7.1. Topic Characterization Through Words
As illustrated in Step 2 of
Figure 1, the fire investigation texts were first analyzed using topic modeling to identify latent semantic structures.
Table 2 presents the resulting thematic groups, providing an overview of how the documents are organized into distinct topics. In addition,
Table 3 presents the distribution of words derived from the estimated topic–word probabilities (
) obtained in the topic modeling stage. The table lists the top five terms with the highest posterior probabilities for each topic, highlighting representative keywords that characterize the semantic content of each domain.
Topic 1 reflects the incidents associated with oil vapors generated from organic solvents or related chemical processes, frequently occurring in cleaning operations or wastewater treatment facilities. Topic 2 captures the fire risks arising from the ignition of combustible materials due to friction or static electricity during equipment operation, as suggested by keywords such as mixer and drum can. Topic 3 represents general electrical fires, characterized by terms such as electrical short circuit and circuit breaker, while Topic 5 is more narrowly related to electrical heating sources (e.g., air conditioners and heating wires). Topic 4 emphasizes ignition triggered by sludge accumulation within ventilation systems, particularly in laboratory environments.
Topic 6 highlights the fires directly linked to dust collection equipment, where flames may propagate through ducts or filter systems containing combustible dust.
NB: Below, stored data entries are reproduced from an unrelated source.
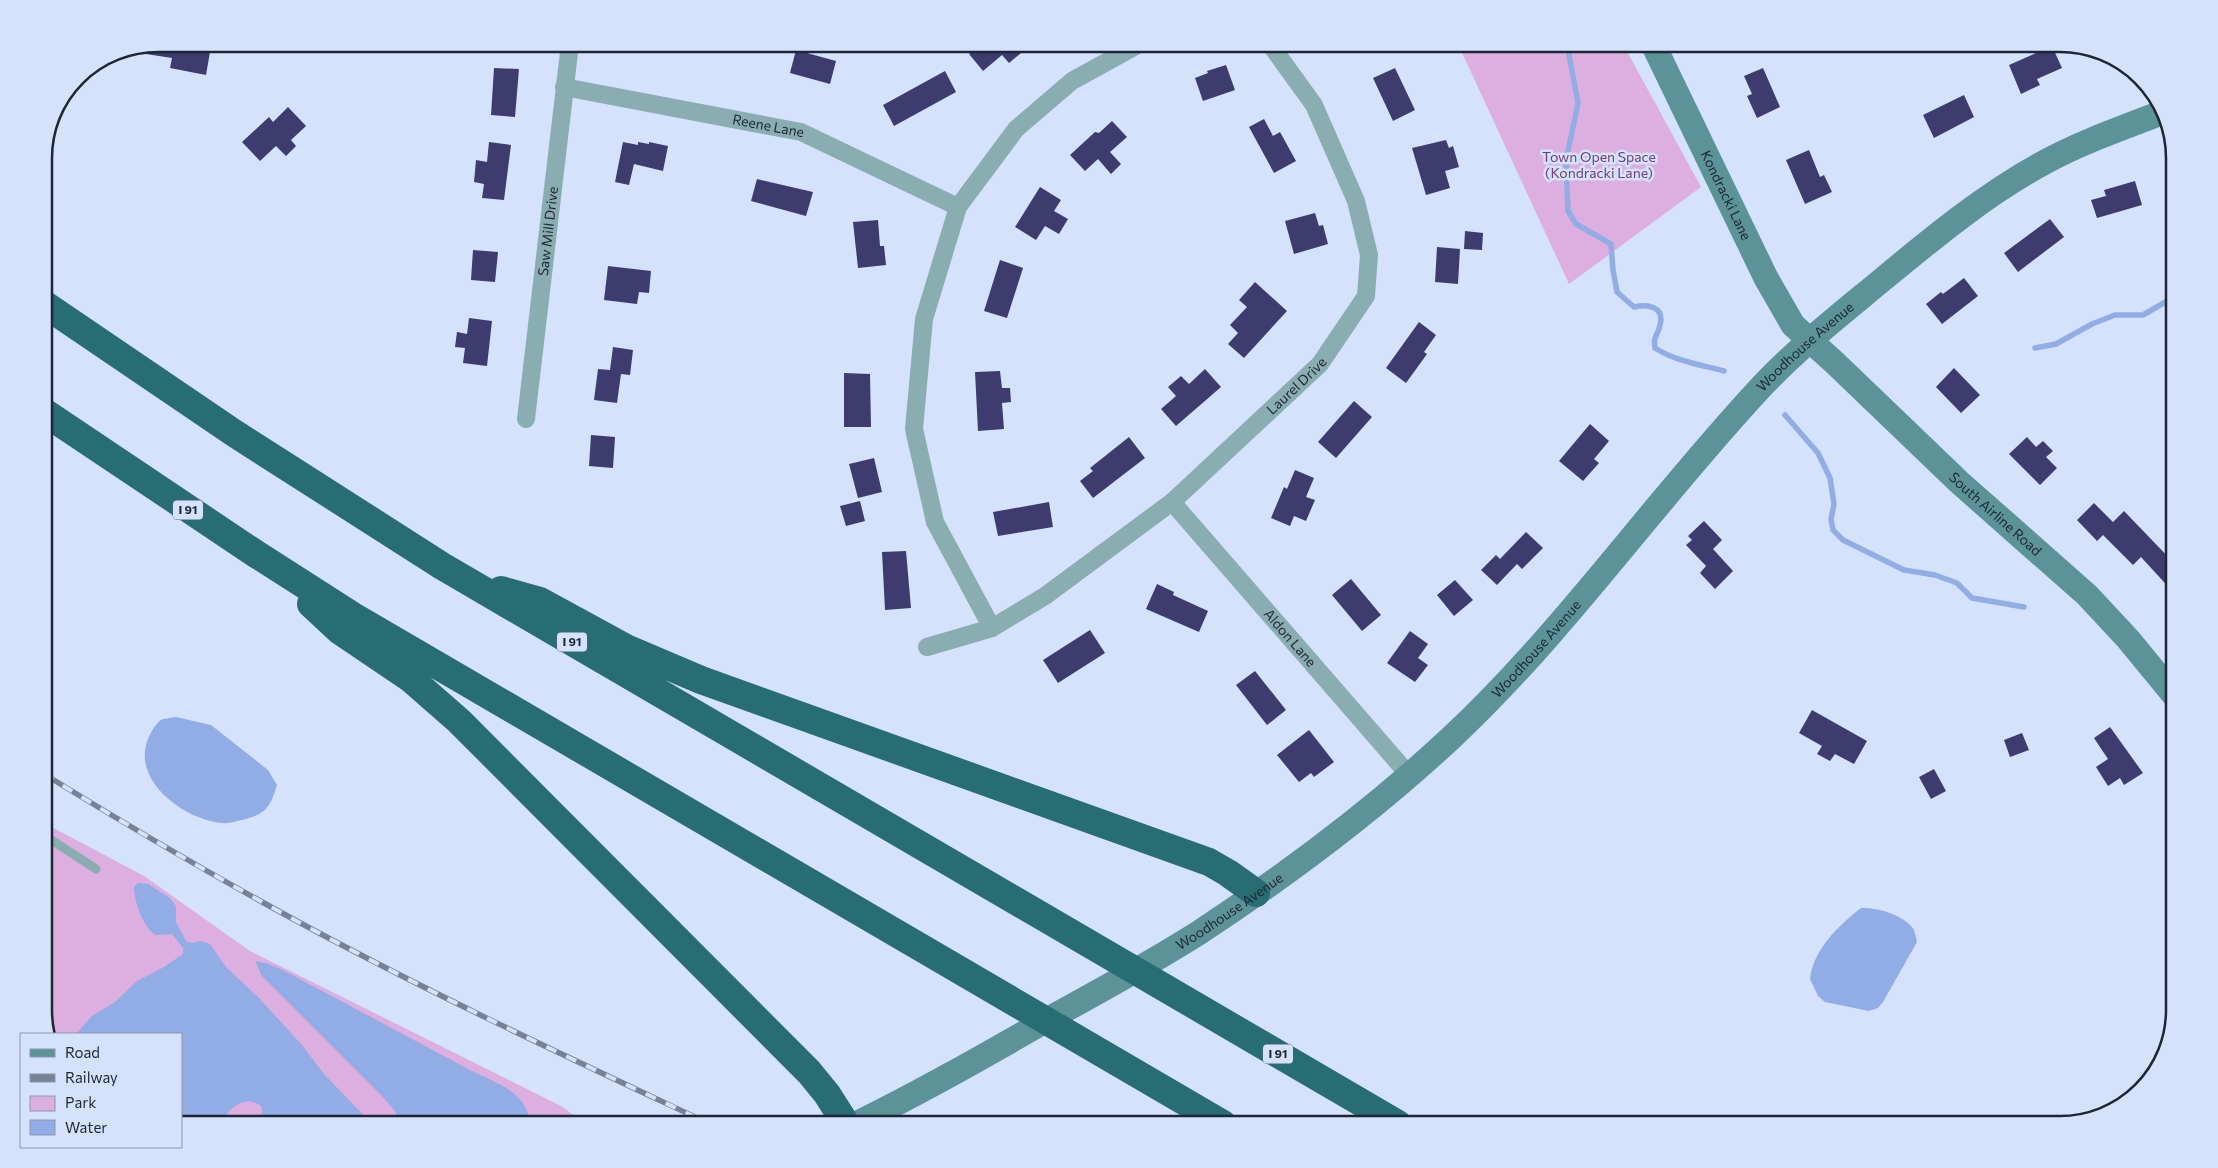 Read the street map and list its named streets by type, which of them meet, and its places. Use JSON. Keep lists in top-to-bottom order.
{
  "streets": {
    "highway": ["I 91"],
    "main road": ["Kondracki Lane", "Woodhouse Avenue", "South Airline Road"],
    "street": [
      "Reene Lane",
      "Saw Mill Drive",
      "Laurel Drive",
      "Aldon Lane"
    ]
  },
  "crossings": [
    ["Reene Lane", "Saw Mill Drive"],
    ["Kondracki Lane", "Woodhouse Avenue"],
    ["Kondracki Lane", "South Airline Road"],
    ["Woodhouse Avenue", "South Airline Road"],
    ["Woodhouse Avenue", "Aldon Lane"],
    ["Laurel Drive", "Aldon Lane"]
  ],
  "parks": ["Town Open Space (Kondracki Lane)"],
  "legend": [
    "Road",
    "Railway",
    "Park",
    "Water"
  ]
}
In contrast, Topic 10, although conceptually related, places less emphasis on dust collection equipment itself, and instead indicates fire hazards involving adjacent facilities, such as ventilation ducts, plastics, and drying equipment. Topic 7 is dominated by spontaneous combustion events caused by the improper storage of combustible residues, including processed byproducts such as sesame dregs. Topic 8 involves forklift-related fires, which occur across both chemical and general factory settings, often due to battery or engine compartment failures. Topic 9 concerns reactor-related incidents in chemical plants, where abnormal reactions generate oil vapors leading to explosions.
Other topics describe equipment-specific or context-specific fire causes. Topic 11 focuses on drying equipment, particularly in cases involving powders such as silicon. Topic 12 reflects fires ignited by the thermal oil of banbury mixing equipment. Topics 13–15 capture more general factory-related accidents: Topic 13 refers to welding-induced ignition near cooling towers or sandwich panels; Topic 14 highlights motor-related electrical fires in air compressors; and Topic 15 illustrates landfill or waste-area fires, frequently initiated by discarded cigarette butts.
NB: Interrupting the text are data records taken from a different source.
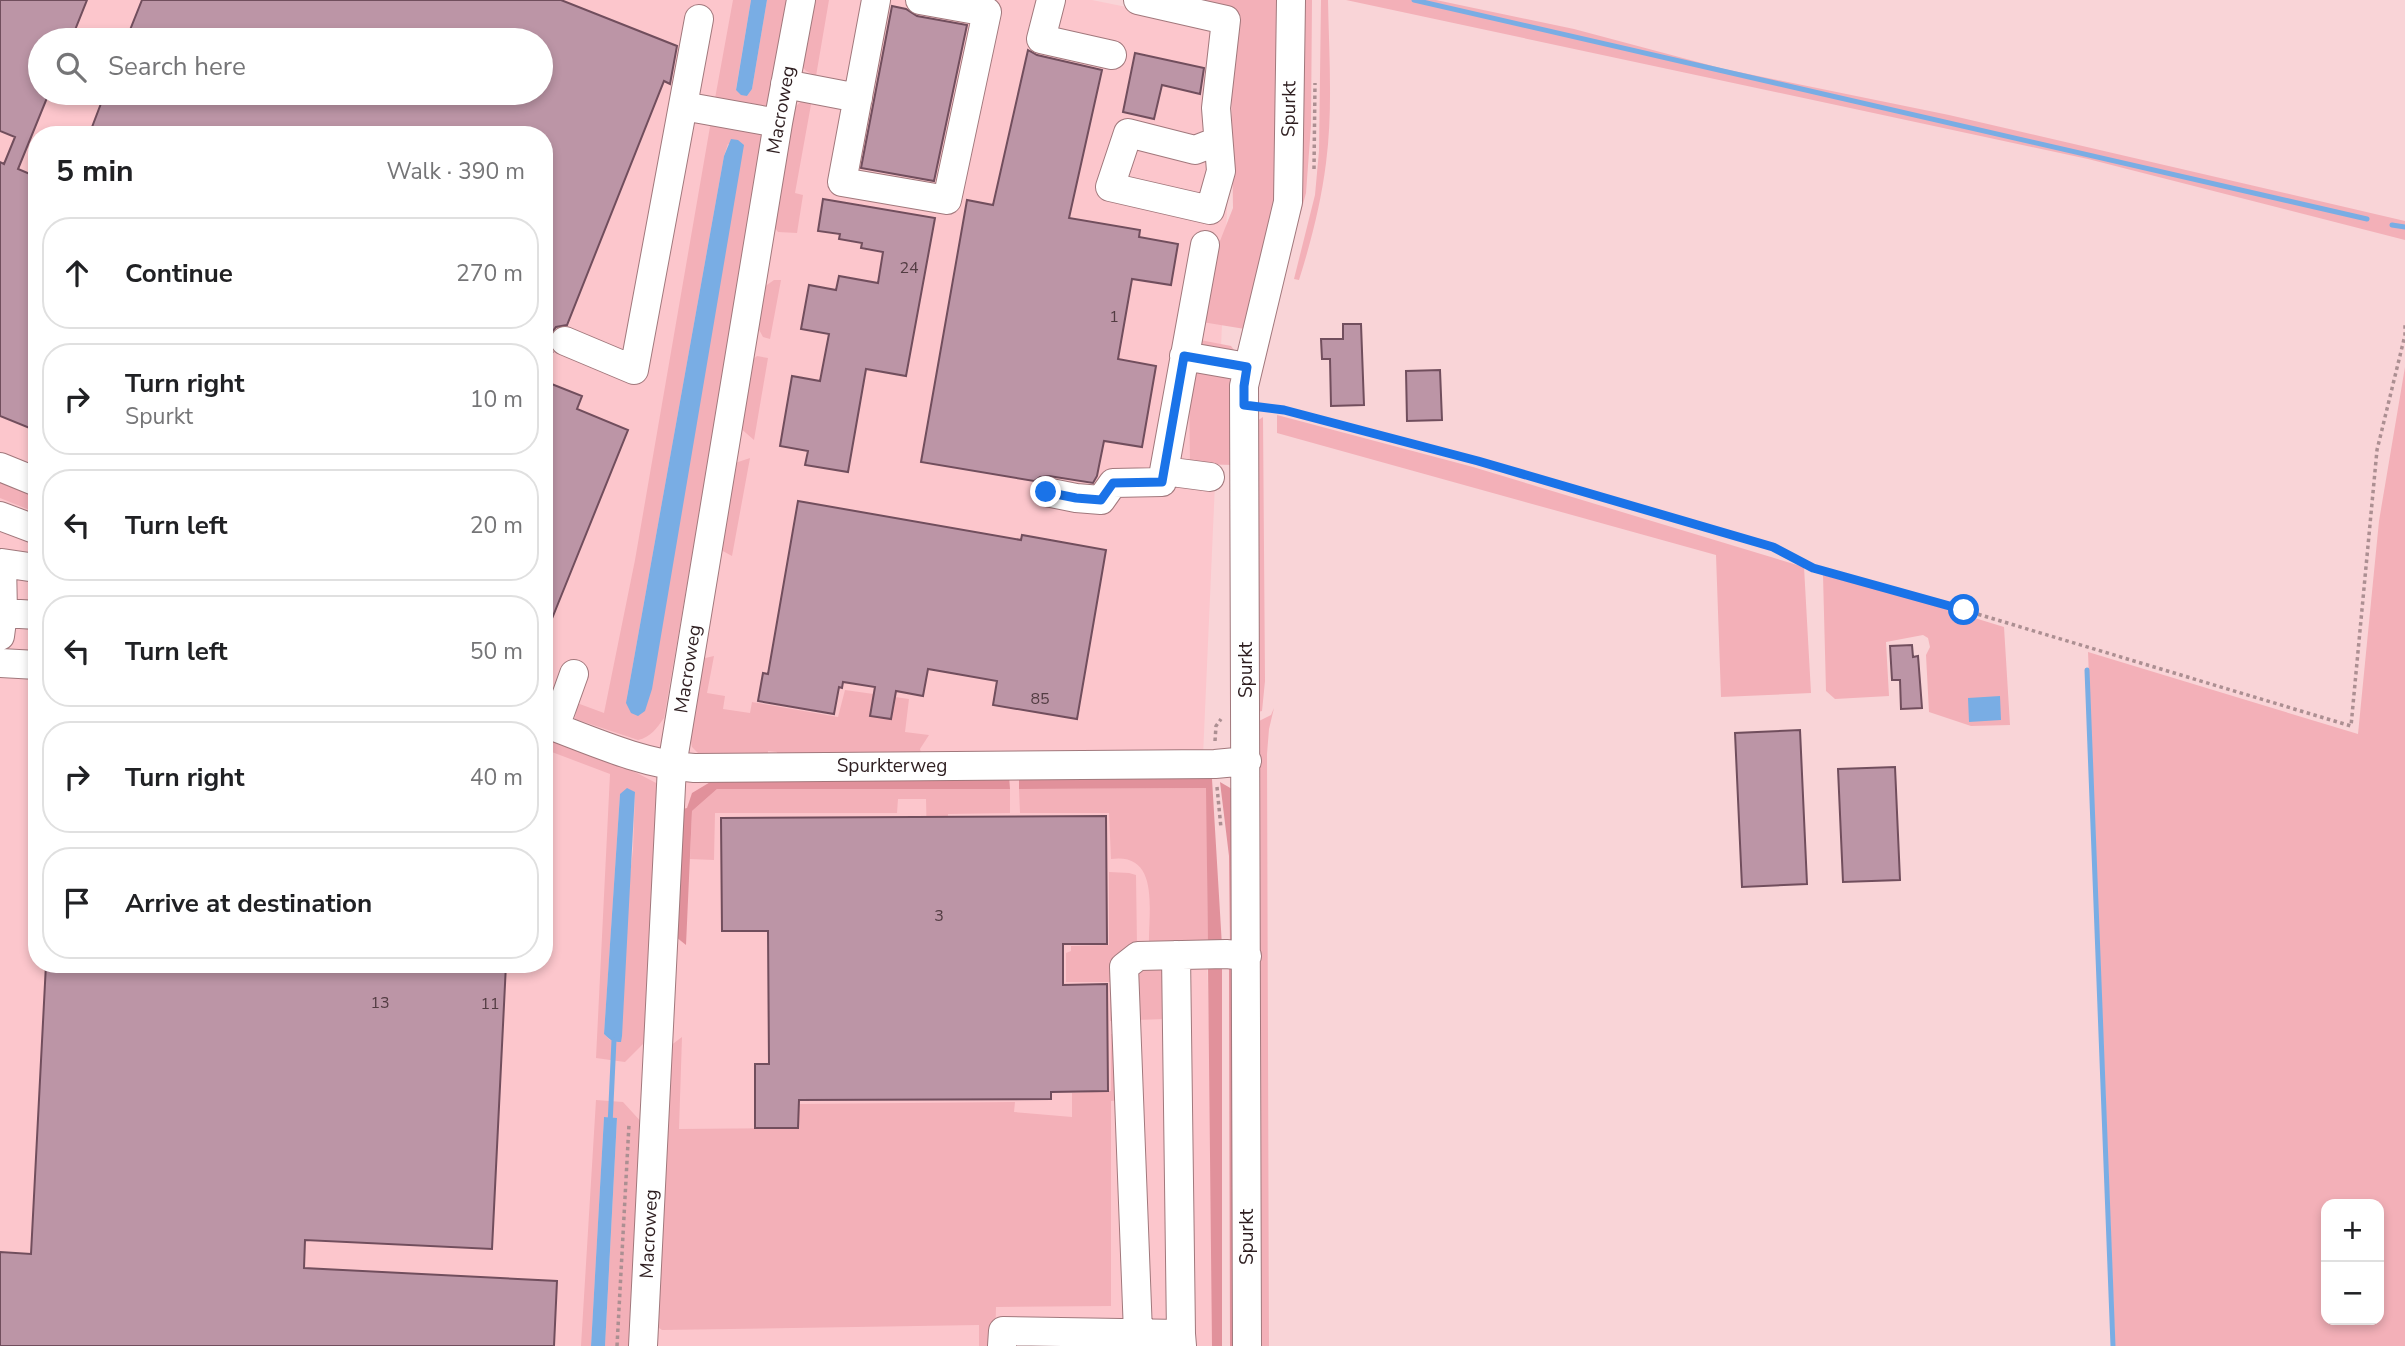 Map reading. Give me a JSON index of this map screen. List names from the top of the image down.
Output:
{
  "streets": {
    "street": ["Spurkt", "Macroweg", "Spurkterweg"]
  },
  "crossings": [
    ["Spurkt", "Spurkterweg"],
    ["Macroweg", "Spurkterweg"]
  ],
  "house_numbers": [
    "24",
    "1",
    "85",
    "3",
    "13",
    "11"
  ],
  "page": {
    "search": "Search here",
    "heading": ["5 min", "Walk · 390 m"],
    "list": [
      ["Continue", "270 m"],
      ["Turn right", "Spurkt", "10 m"],
      ["Turn left", "20 m"],
      ["Turn left", "50 m"],
      ["Turn right", "40 m"],
      "Arrive at destination"
    ],
    "map_buttons": ["+", "−"]
  }
}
While biterm modeling provides an effective means of partitioning documents into topics, it assigns every word to all topics, which limits its ability to capture direct relationships among words. Since the primary goal of this study is to identify the words that carry substantial meaning within fire investigation documents, it is essential to explore how words are grouped through their interactions. In this respect, topic–word distributions offer probabilistic information on the degree of association between words and topics, thereby serving as a valuable resource for indirectly inferring inter-word relationships. Leveraging this information enables us to examine documents not only at the level of topics, but also from the perspective of word-level associations, ultimately facilitating a more interpretable summarization of fire-related narratives.
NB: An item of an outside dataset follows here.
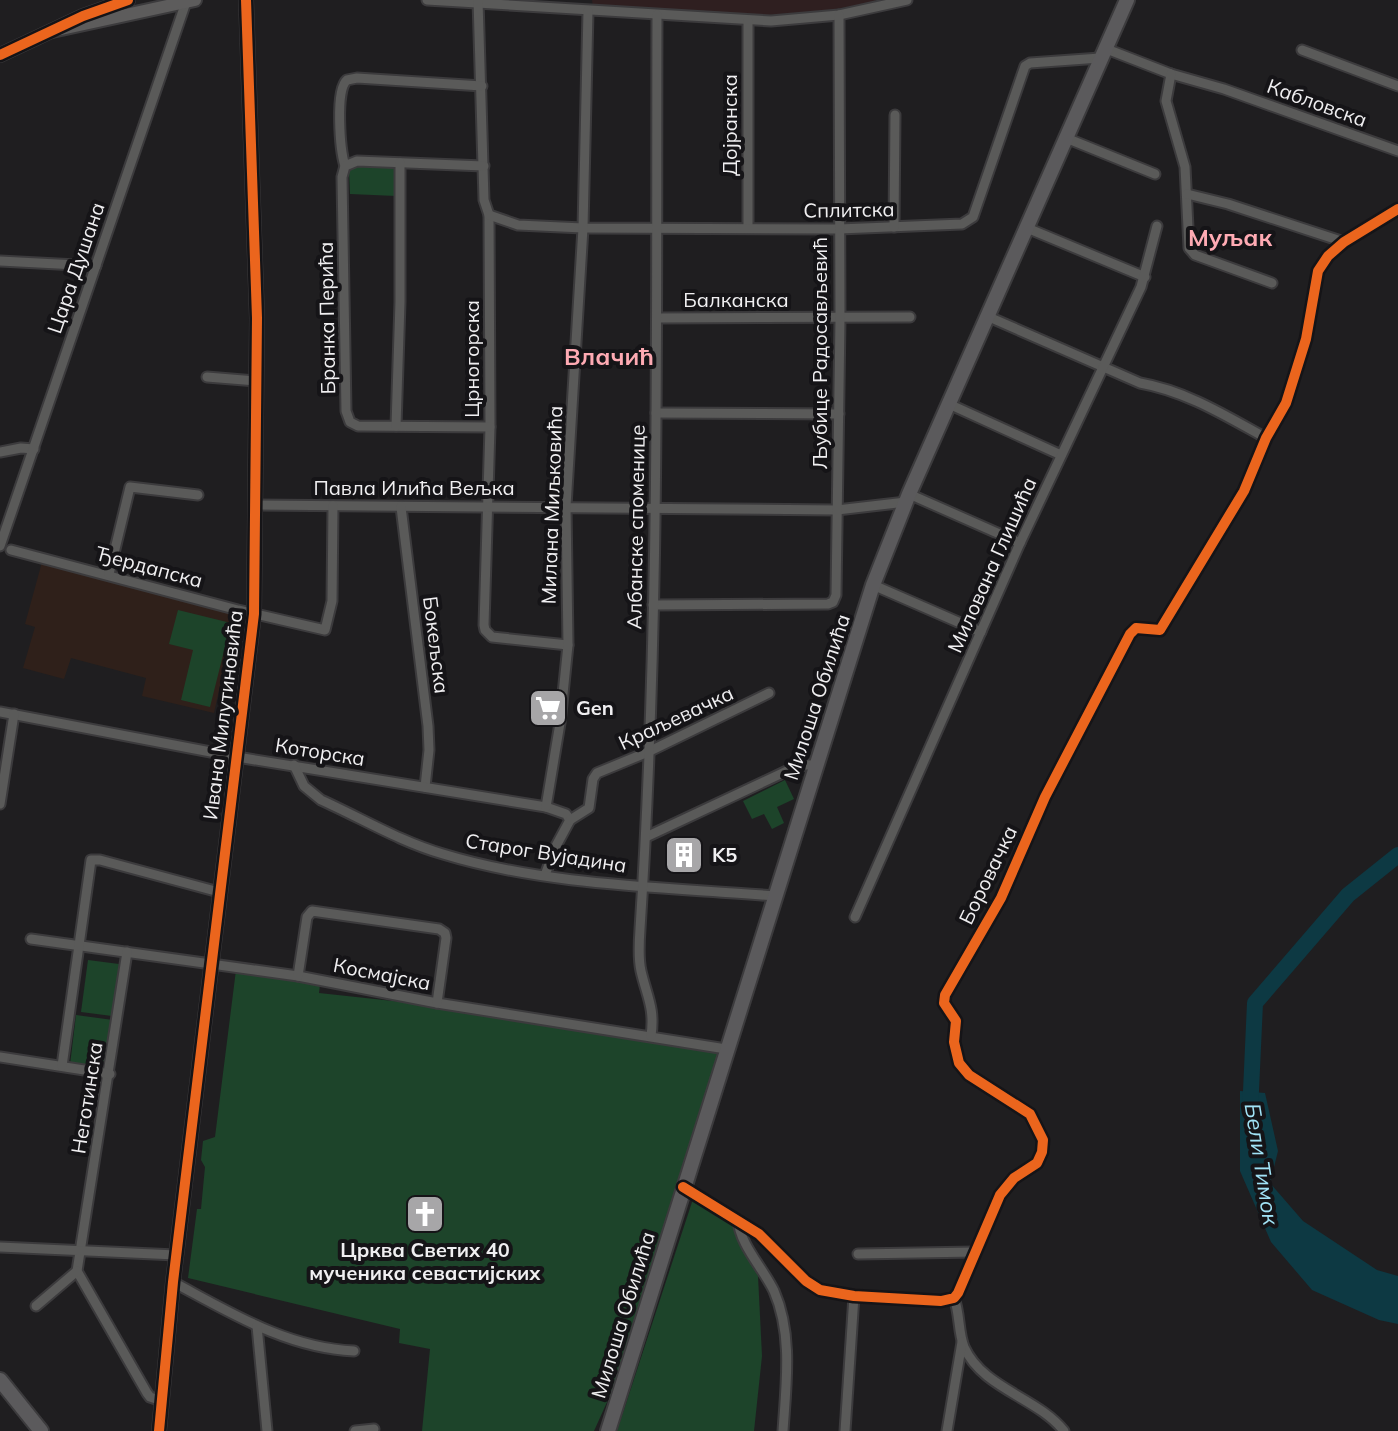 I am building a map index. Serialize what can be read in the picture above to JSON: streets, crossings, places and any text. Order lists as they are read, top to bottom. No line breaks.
{"streets":{"main road":["Милоша Обилића"],"street":["Кабловска","Дојранска","Сплитска","Цара Душана","Балканска","Бранка Перића","Љубице Радосављевић","Црногорска","Павла Илића Вељка","Милана Миљковића","Албанске споменице","Милована Глишића","Ђердапска","Бокељска","Ивана Милутиновића","Краљевачка","Которска","Старог Вујадина","Боровачка","Космајска","Неготинска"]},"crossings":[["Кабловска","Сплитска"],["Кабловска","Милоша Обилића"],["Дојранска","Сплитска"],["Сплитска","Љубице Радосављевић"],["Сплитска","Црногорска"],["Сплитска","Милана Миљковића"],["Сплитска","Албанске споменице"],["Сплитска","Милоша Обилића"],["Балканска","Љубице Радосављевић"],["Балканска","Албанске споменице"],["Бранка Перића","Црногорска"],["Љубице Радосављевић","Павла Илића Вељка"],["Љубице Радосављевић","Албанске споменице"],["Црногорска","Павла Илића Вељка"],["Црногорска","Милана Миљковића"],["Павла Илића Вељка","Милана Миљковића"],["Павла Илића Вељка","Албанске споменице"],["Павла Илића Вељка","Ђердапска"],["Павла Илића Вељка","Бокељска"],["Павла Илића Вељка","Милоша Обилића"],["Павла Илића Вељка","Ивана Милутиновића"],["Милана Миљковића","Которска"],["Албанске споменице","Краљевачка"],["Албанске споменице","Старог Вујадина"],["Албанске споменице","Космајска"],["Ђердапска","Ивана Милутиновића"],["Бокељска","Которска"],["Милоша Обилића","Старог Вујадина"],["Милоша Обилића","Космајска"],["Ивана Милутиновића","Которска"],["Ивана Милутиновића","Космајска"],["Ивана Милутиновића","Неготинска"],["Краљевачка","Которска"],["Которска","Старог Вујадина"],["Космајска","Неготинска"]],"districts":["Муљак","Влачић"],"water":["Бели Тимок"],"places":{"supermarket":["Gen"],"building":["K5"],"church":["Црква Светих 40 мученика севастијских"]}}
7.2. Thematic Aggregation of Topics
Building upon the topic–word distributions, we further inferred interactions among words to explore higher-level thematic structures.
Figure 2 presents a two-dimensional projection of the latent positions of the 449 words introduced in
Section 3, with clusters identified using the
k-means algorithm. The visualization highlights clusters by distinct colors, showing how semantically related words are grouped in close proximity. Based on model selection criteria, a total of 15 clusters were identified as valid. As shown in
Figure 2, words located near one another in the latent space tend to form coherent clusters, thereby capturing meaningful associations beyond the topic-level representation.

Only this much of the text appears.